A SINGLE MODEL PLUMBING CODE
(Adopted October 30, 1999)
The American Society of Plumbing Engineers supports the creation and implementation of a single model plumbing code and its utilization, without significant modifications, by municipal, state, and other governmental agencies. For the future, ASPE endorses the evolution of a single model plumbing code into a cohesive world plumbing code.

Plumbing codes set the minimum standards to which plumbing systems are designed and installed. The proliferation of municipal, state, and other government codes increases the costs of engineering and installing plumbing systems.

Although plumbing code regulations vary, the engineering principles behind the design of plumbing systems are predictable and constant. A single, mandated model plumbing code would establish the proper minimum standards and requirements for the design and installation of plumbing systems, would eliminate inconsistencies among multiple and competing codes, and reduce the likelihood for errors and omissions.

As a benefi t to the plumbing industry and the public and to avoid the proliferation of additional competing model plumbing codes and organizations, ASPE strongly urges and challenges the current competing model plumbing code organizations to establish a single homogeneous model plumbing code.

THE USE OF AIR-ADMITTANCE VALVES
(Adopted October 30, 1999)
The Board of Directors of the American Society of Plumbing Engineers (ASPE) does hereby resolve that there may be locations where an air-admittance valve can be installed safely when the strict guidelines for its use are followed. However, ASPE urges caution to the plumbing engineering community in the use of air-admittance valves until such time as additional data collection and research can be conducted on the proper limitations and use of these devices.

The American Society of Plumbing Engineers is committed to improving plumbing design and installations for the benefit and protection of the health, safety, and welfare of the public. To accomplish this, ASPE encourages the plumbing research needed to specify and determine the precise functions and operations of plumbing fixtures, materials, and systems to provide properly operating plumbing products and plumbing system designs.

ASPE acknowledges that various plumbing materials, products, and concepts have not always performed satisfactorily in appropriate installations, despite being approved by nationally recognized standards. Due to energy-conservation concerns, improved building construction materials and methods have resulted in reduced air leakage and less outside air being brought into occupied spaces, which, in turn, has required enhanced vigilance to prevent the introduction of noxious or toxic air, such as sewer gases, into an occupied space.

Opinion within the plumbing industry regarding the consistent and proper installation and workings of plumbing materials, products, and concepts has, at various times, been inconclusive and open to interpretation and disagreement. An example of such a product is the air-admittance valve.

Historically, atmospheric plumbing venting systems that compensate for either positive or negative pressure fluctuations in the drainage system have been used successfully for more than 50 years.

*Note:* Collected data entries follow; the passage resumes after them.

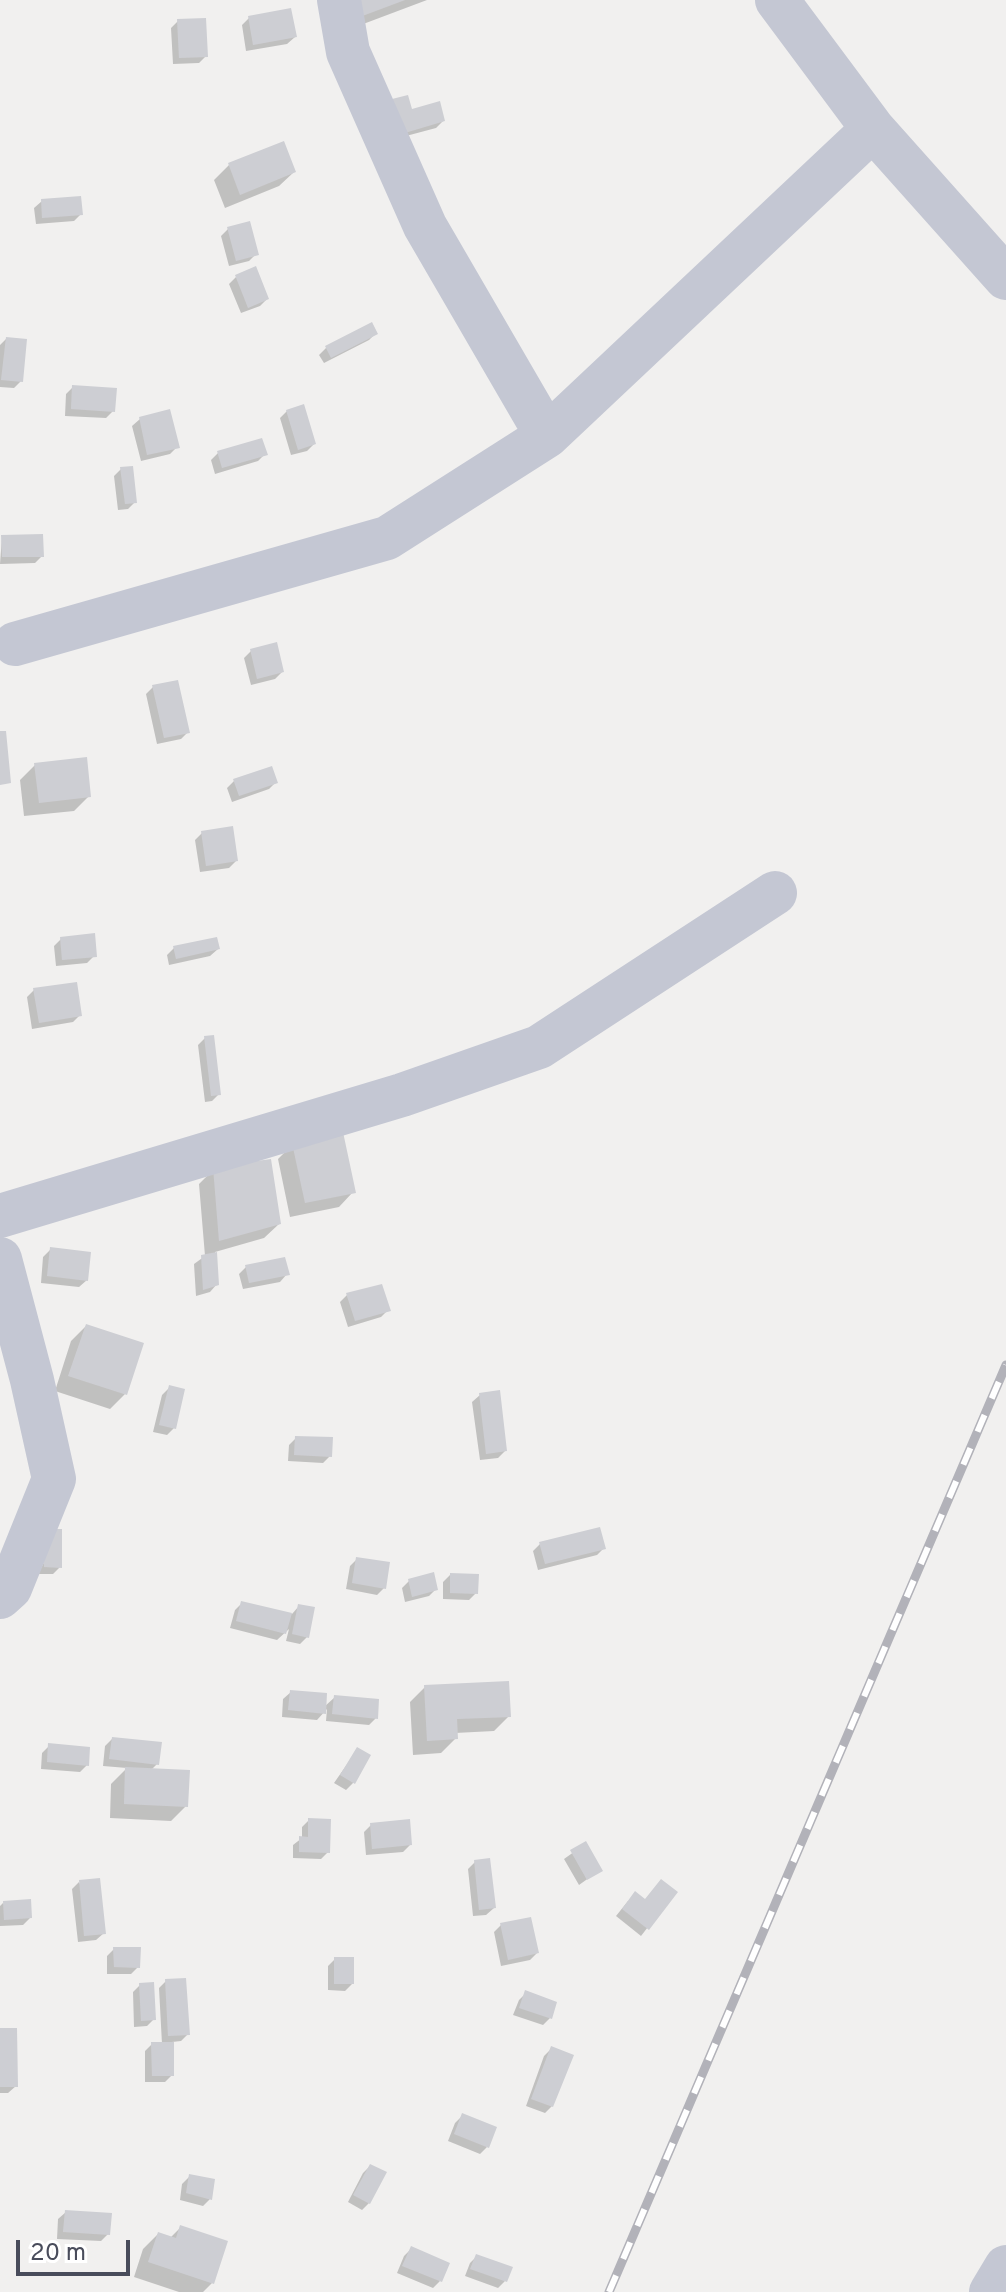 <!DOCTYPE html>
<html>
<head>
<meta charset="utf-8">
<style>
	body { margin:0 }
	#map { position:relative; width:1006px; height:2292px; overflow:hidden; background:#f1f0ef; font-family:Overpass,sans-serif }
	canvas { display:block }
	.scale { position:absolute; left:16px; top:2240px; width:114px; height:36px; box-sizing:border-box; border:4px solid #494c5b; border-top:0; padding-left:10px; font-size:24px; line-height:28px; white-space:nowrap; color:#494c5b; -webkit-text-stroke:6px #fff; paint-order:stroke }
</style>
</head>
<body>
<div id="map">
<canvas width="1006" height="2292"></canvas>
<div class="scale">20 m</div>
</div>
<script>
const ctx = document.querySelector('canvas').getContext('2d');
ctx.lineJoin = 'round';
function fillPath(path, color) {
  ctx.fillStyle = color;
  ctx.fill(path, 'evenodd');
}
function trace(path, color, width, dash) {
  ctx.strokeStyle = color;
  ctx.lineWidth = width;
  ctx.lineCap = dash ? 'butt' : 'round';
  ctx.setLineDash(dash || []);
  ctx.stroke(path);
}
const shadow = new Path2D(`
	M 358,0 L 427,0 L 342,32 Z
	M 249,18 L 295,37 L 287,44 L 246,51 L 242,25 Z
	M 178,21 L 206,56 L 199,63 L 173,64 L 171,28 Z
	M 411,111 L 443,121 L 436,128 L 391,140 Z
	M 282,144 L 294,172 L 279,186 L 225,208 L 214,180 L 229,165 Z
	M 42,201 L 81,214 L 74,221 L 36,224 L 34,208 Z
	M 228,229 L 256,254 L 249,261 L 229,266 L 221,236 Z
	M 236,277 L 267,299 L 260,306 L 241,313 L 229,284 Z
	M 376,333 L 369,340 L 324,363 L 319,355 L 326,348 Z
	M 6,339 L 21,381 L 14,388 L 0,387 L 0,345 Z
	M 73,387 L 113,411 L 106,418 L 65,416 L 66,394 Z
	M 287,411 L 314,444 L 307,451 L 291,455 L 280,418 Z
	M 140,419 L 177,447 L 170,454 L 141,461 L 132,426 Z
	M 218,453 L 265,454 L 258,461 L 215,474 L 211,460 Z
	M 121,469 L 135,502 L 128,509 L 118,510 L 114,476 Z
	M 2,537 L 42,556 L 35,563 L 0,564 Z
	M 251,651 L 282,672 L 275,679 L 251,685 L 244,658 Z
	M 153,687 L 188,732 L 181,739 L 157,744 L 146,694 Z
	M 35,765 L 89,796 L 74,811 L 24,816 L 20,780 Z
	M 234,781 L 276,782 L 269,789 L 232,802 L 227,788 Z
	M 202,833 L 236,861 L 229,868 L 200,872 L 195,840 Z
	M 61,939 L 94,956 L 87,963 L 56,966 L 54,946 Z
	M 174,948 L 218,949 L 210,956 L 169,965 L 167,955 Z
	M 34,990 L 80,1015 L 73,1022 L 32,1029 L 27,997 Z
	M 205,1038 L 219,1094 L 212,1101 L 205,1102 L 198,1045 Z
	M 293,1144 L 353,1192 L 339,1207 L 290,1217 L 278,1159 Z
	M 214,1169 L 279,1224 L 264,1238 L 215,1252 L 217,1284 L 210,1292 L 196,1296 L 194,1264 L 205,1256 L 199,1184 Z
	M 50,1250 L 87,1280 L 79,1287 L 41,1283 L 43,1257 Z
	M 246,1267 L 287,1274 L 280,1282 L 243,1289 L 239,1274 Z
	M 347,1295 L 388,1310 L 381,1317 L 348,1327 L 340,1302 Z
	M 86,1326 L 125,1394 L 110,1409 L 55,1391 L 71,1341 Z
	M 169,1388 L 174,1428 L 167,1435 L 153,1432 L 162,1395 Z
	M 480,1395 L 505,1451 L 498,1458 L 480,1460 L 472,1402 Z
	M 296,1438 L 330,1456 L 323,1463 L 288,1461 L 289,1445 Z
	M 60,1531 L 60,1567 L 53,1574 L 38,1574 Z
	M 540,1544 L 604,1548 L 597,1555 L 538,1570 L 533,1551 Z
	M 357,1559 L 384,1588 L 377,1595 L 346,1589 L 350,1566 Z
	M 450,1575 L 476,1593 L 469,1600 L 443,1599 L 443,1582 Z
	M 409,1581 L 436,1589 L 429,1596 L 405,1602 L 402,1588 Z
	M 242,1603 L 292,1614 L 299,1606 L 307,1637 L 300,1644 L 286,1641 L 289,1629 L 277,1640 L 230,1628 L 235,1610 Z
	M 425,1687 L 509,1716 L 494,1731 L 455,1733 L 456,1738 L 441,1753 L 413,1755 L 410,1702 Z
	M 291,1692 L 324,1707 L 335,1697 L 376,1718 L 369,1725 L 326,1721 L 327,1709 L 317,1720 L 282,1717 L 283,1699 Z
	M 112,1739 L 157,1764 L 151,1770 L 186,1806 L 171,1821 L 110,1818 L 111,1784 L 127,1768 L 103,1766 L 105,1746 Z
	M 49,1746 L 87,1765 L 80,1772 L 41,1769 L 42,1753 Z
	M 357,1750 L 353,1783 L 346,1790 L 334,1783 Z
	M 309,1820 L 328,1852 L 321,1859 L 293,1858 L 293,1845 L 302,1838 L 302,1827 Z
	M 371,1825 L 410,1845 L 403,1852 L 366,1855 L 364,1832 Z
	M 585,1844 L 600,1870 L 579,1885 L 564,1859 Z
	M 475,1862 L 494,1908 L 486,1915 L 473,1916 L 468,1869 Z
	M 79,1882 L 104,1933 L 96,1940 L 78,1942 L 72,1889 Z
	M 675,1892 L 641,1936 L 616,1916 L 628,1901 L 645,1901 Z
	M 3,1903 L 30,1918 L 23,1925 L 0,1926 L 0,1906 Z
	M 501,1925 L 537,1953 L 530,1960 L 501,1966 L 494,1932 Z
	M 114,1949 L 138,1967 L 131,1974 L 107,1974 L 107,1956 Z
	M 335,1959 L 352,1984 L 345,1991 L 328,1990 L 328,1966 Z
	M 166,1981 L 188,2034 L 181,2041 L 172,2042 L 172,2075 L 165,2082 L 145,2082 L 145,2051 L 152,2044 L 162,2044 L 159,1988 Z
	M 140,1985 L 154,2019 L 147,2026 L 134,2027 L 133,1992 Z
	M 526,1993 L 550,2018 L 543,2025 L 513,2015 L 519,2000 Z
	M 0,2030 L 16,2086 L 8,2093 L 0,2093 Z
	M 551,2049 L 552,2106 L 545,2113 L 526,2106 L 544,2056 Z
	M 462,2116 L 487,2147 L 480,2154 L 448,2141 L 455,2123 Z
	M 370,2166 L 369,2203 L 362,2210 L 348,2202 L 363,2173 Z
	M 189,2177 L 210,2199 L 203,2206 L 180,2200 L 182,2184 Z
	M 66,2212 L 108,2234 L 101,2241 L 57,2239 L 58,2219 Z
	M 181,2227 L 212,2283 L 203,2292 L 179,2292 L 134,2277 L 143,2249 L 158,2234 L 170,2238 Z
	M 411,2249 L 440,2281 L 433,2288 L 397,2273 L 404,2256 Z
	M 477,2256 L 510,2268 L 505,2281 L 498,2288 L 465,2276 L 470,2263 Z`);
const building = new Path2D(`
	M 352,0 L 405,0 L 357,18 Z
	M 291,8 L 297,37 L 253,45 L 248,16 Z
	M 206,18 L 208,57 L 179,58 L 177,19 Z
	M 408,95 L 412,109 L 440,101 L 445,121 L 398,135 L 388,100 Z
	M 284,141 L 296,172 L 240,195 L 228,163 Z
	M 81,196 L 83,215 L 42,218 L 41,199 Z
	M 250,221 L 259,255 L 236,261 L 227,227 Z
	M 256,266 L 269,299 L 248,308 L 235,275 Z
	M 372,322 L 378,334 L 331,358 L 325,346 Z
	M 6,337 L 27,339 L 23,382 L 1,380 Z
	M 72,385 L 117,388 L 115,412 L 71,409 Z
	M 304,404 L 316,444 L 298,450 L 286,410 Z
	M 170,409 L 180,448 L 147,455 L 139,417 Z
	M 262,438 L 268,455 L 222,468 L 217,451 Z
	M 133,466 L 137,503 L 125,504 L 120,467 Z
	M 43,534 L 44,557 L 2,557 L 1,535 Z
	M 277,642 L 284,672 L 257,679 L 250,649 Z
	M 178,680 L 190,733 L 164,738 L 152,685 Z
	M 0,731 L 6,731 L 11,783 L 0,785 Z
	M 87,757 L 91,797 L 39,803 L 34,763 Z
	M 272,766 L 278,783 L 239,796 L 233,779 Z
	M 233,826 L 238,861 L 206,866 L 201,831 Z
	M 95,933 L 97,957 L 62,960 L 60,937 Z
	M 217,937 L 220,949 L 176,959 L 173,946 Z
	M 77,982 L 82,1016 L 39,1023 L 33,988 Z
	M 214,1035 L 221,1095 L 211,1096 L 204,1036 Z
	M 343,1132 L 356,1193 L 305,1203 L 292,1143 Z
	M 271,1159 L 281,1224 L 219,1241 L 213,1167 Z
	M 50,1247 L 91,1252 L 88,1281 L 47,1276 Z
	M 217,1252 L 219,1285 L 203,1290 L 201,1255 Z
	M 285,1257 L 290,1275 L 249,1283 L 245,1265 Z
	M 382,1284 L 391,1311 L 355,1321 L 346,1293 Z
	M 86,1324 L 144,1343 L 127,1395 L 68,1376 Z
	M 169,1385 L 185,1389 L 176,1429 L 159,1425 Z
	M 500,1390 L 507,1451 L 486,1454 L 479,1393 Z
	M 295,1436 L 333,1437 L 332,1457 L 294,1455 Z
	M 600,1527 L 606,1549 L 545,1564 L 539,1542 Z
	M 44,1529 L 62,1529 L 62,1568 L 44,1567 Z
	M 356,1557 L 390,1562 L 386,1589 L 352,1583 Z
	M 434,1572 L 438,1590 L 412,1597 L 408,1579 Z
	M 450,1573 L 479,1574 L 478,1594 L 450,1593 Z
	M 241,1601 L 292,1613 L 286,1634 L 236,1621 Z
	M 298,1604 L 315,1607 L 309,1638 L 292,1634 Z
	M 509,1681 L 511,1717 L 457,1719 L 458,1739 L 427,1741 L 424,1685 Z
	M 290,1690 L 327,1693 L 326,1714 L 288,1710 Z
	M 334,1695 L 379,1699 L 378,1719 L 332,1714 Z
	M 112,1737 L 162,1742 L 159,1765 L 109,1759 Z
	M 48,1743 L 90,1747 L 89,1766 L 47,1762 Z
	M 357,1747 L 371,1755 L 355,1784 L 340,1775 Z
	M 125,1767 L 190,1770 L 188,1807 L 124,1804 Z
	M 308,1818 L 331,1819 L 330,1853 L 299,1852 L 299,1836 L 308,1837 Z
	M 410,1819 L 412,1845 L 372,1849 L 370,1823 Z
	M 586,1841 L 603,1871 L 587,1880 L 570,1850 Z
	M 490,1858 L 496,1908 L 479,1910 L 474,1860 Z
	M 100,1878 L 106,1934 L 84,1936 L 79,1880 Z
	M 661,1879 L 678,1892 L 649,1930 L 622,1909 L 635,1891 L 645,1899 Z
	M 31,1899 L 32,1918 L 4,1920 L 3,1901 Z
	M 531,1917 L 539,1953 L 508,1960 L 500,1923 Z
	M 113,1947 L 141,1947 L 140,1968 L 114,1967 Z
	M 334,1957 L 354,1957 L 354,1984 L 334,1984 Z
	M 186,1978 L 190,2035 L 168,2036 L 165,1979 Z
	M 154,1982 L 156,2020 L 141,2021 L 139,1983 Z
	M 525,1990 L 557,2002 L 552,2019 L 519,2008 Z
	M 0,2028 L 17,2028 L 18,2087 L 0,2087 Z
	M 151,2042 L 174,2042 L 174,2076 L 152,2076 Z
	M 551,2046 L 574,2055 L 553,2107 L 531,2099 Z
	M 462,2113 L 497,2127 L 489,2148 L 454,2134 Z
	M 370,2164 L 387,2172 L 370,2204 L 353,2195 Z
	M 189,2174 L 215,2179 L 212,2200 L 186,2193 Z
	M 65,2210 L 112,2213 L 110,2235 L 63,2232 Z
	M 180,2225 L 228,2241 L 214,2284 L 148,2262 L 158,2232 L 176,2238 Z
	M 411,2246 L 450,2263 L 442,2282 L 402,2266 Z
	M 476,2254 L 513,2267 L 507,2282 L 470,2269 Z`);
const street = new Path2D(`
	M 339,0 L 348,52 L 425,226 L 547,436
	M 777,0 L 873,129 L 1006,278
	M 15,644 L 387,538 L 547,436 L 873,129
	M 0,1216 L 402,1095 L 539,1047 L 775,893
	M 0,1259 L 32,1380 L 54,1479 L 10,1588 L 0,1597
	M 991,2292 L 1006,2267`);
const rail = new Path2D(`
	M 609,2292 L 1006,1365`);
fillPath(shadow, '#0003');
fillPath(building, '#cdced3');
trace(street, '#c4c7d3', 44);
trace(rail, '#b2b2b9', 9);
trace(rail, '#fff', 6, [18]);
</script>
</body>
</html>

An air-admittance valve is a mechanical device and, therefore, may be subject to malfunctions. It is usually installed in semi-concealed locations (inside walls, in attics, or under counters) and is not designed to relieve excess pressure built up from within a plumbing drainage system.

The American Society of Plumbing Engineers recognizes that air-admittance valves have been installed in various installations throughout the United States and Europe and have apparently functioned properly and provided protection for the public from sewer gas entering into occupied spaces when the plumbing drainage and vent systems have been designed and installed in accordance with the codes and standards regulating air admittance valves.